HAYDN: Sinfonia n. 44 in mi min. "Trauer"
BEETHOVEN: Concerto in re magg. Op. 61 per violino e orchestra

Orchestra da Camera di Mantova
Shlomo Mintz, direttore e solista

Bologna, Europauditorium M. Cagli

Poco più di trent’anni separano la composizione della sinfonia di Haydn (1772) dal concerto di Beethoven (1806) e bastano poche note per capire quanto tempo sia invece passato sotto il profilo dell’evoluzione formale. Ci si accorge dunque di quanto sia approssimativa la dicitura di "classicismo viennese", per definire, in modo utopisticamente ideale, proprio quel periodo storico-musicale che vede all’opera Haydn, Mozart e Beethoven. Il termine, oltre a richiamare un recupero dell’antico assolutamente inesistente, riassume un insieme di stili e forme musicali diversissime, tanto che la definizione di "classico" è oggetto di discussione non solo della musicologia e delle arti nel loro complesso, ma riguarda anche il nostro linguaggio quotidiano (si pensi al problema di distinguere la musica "colta", chiamata appunto "classica", dalla musica leggera, jazz ecc.): il problema appare irrisolvibile in quanto viviamo il paradosso di capire quanto siano riduttive le classificazioni in generi, ma allo stesso tempo non riusciamo a trovare un’altra strada che ci consenta di farne a meno.

Di primo acchito la Trauersymphonie di Haydn appare ancora legata allo stile galante, se non fosse che una sottile vena di inquietudine ed il contrasto tra il primo e secondo tema del primo movimento trasportino l’ascoltatore in un deciso clima Sturm und Drang. L’uso del clavicembalo, ad esempio, è solo una pallida eco della funzione che esso esercitava in pieno Settecento: le varie sezioni dell’orchestra hanno già raggiunto lo scopo di costruire un’armonia più complessa, rendendo non più necessario un "riempimento"; se ne potrebbe dedurre che i leggerissimi tocchi del clavicembalo servano a creare un particolare effetto sonoro, più che contribuire alla costruzione musicale del brano.
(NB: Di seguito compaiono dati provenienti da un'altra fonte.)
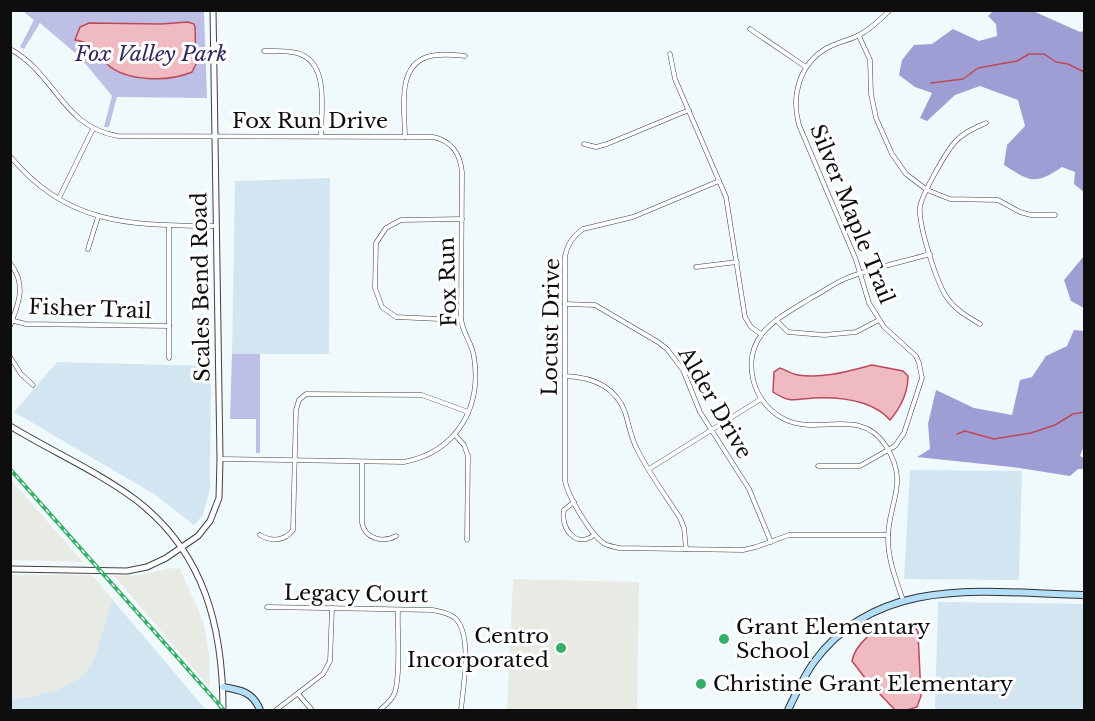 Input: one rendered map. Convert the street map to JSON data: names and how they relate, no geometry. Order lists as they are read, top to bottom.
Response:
{
  "streets": {
    "street": [
      "Fox Run Drive",
      "Silver Maple Trail",
      "Fox Run",
      "Scales Bend Road",
      "Fisher Trail",
      "Locust Drive",
      "Alder Drive",
      "Legacy Court"
    ]
  },
  "crossings": [
    ["Fox Run Drive", "Fox Run"],
    ["Fox Run Drive", "Scales Bend Road"],
    ["Fox Run", "Scales Bend Road"],
    ["Locust Drive", "Alder Drive"]
  ],
  "parks": ["Fox Valley Park"],
  "places": ["Grant Elementary School", "Centro Incorporated", "Christine Grant Elementary"]
}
L’orchestra da camera di Mantova ha dimostrato notevoli capacità tecniche soprattutto nel settore degli archi, i quali conferiscono all’insieme una sonorità calda e morbida che si unisce ad una notevole precisione e leggerezza. Queste caratteristiche ben si adattano allo stile della Trauer e l’accuratezza dell’esecuzione ha messo in risalto quei risvolti malinconici tipicamente viennesi che fanno già pensare a Schubert. Un’ottima prestazione si è avuta nel terzo movimento, dove i delicatissimi "dialoghi" tra le varie sezioni dell’orchestra hanno sottolineato ogni più piccola frase con grande intensità.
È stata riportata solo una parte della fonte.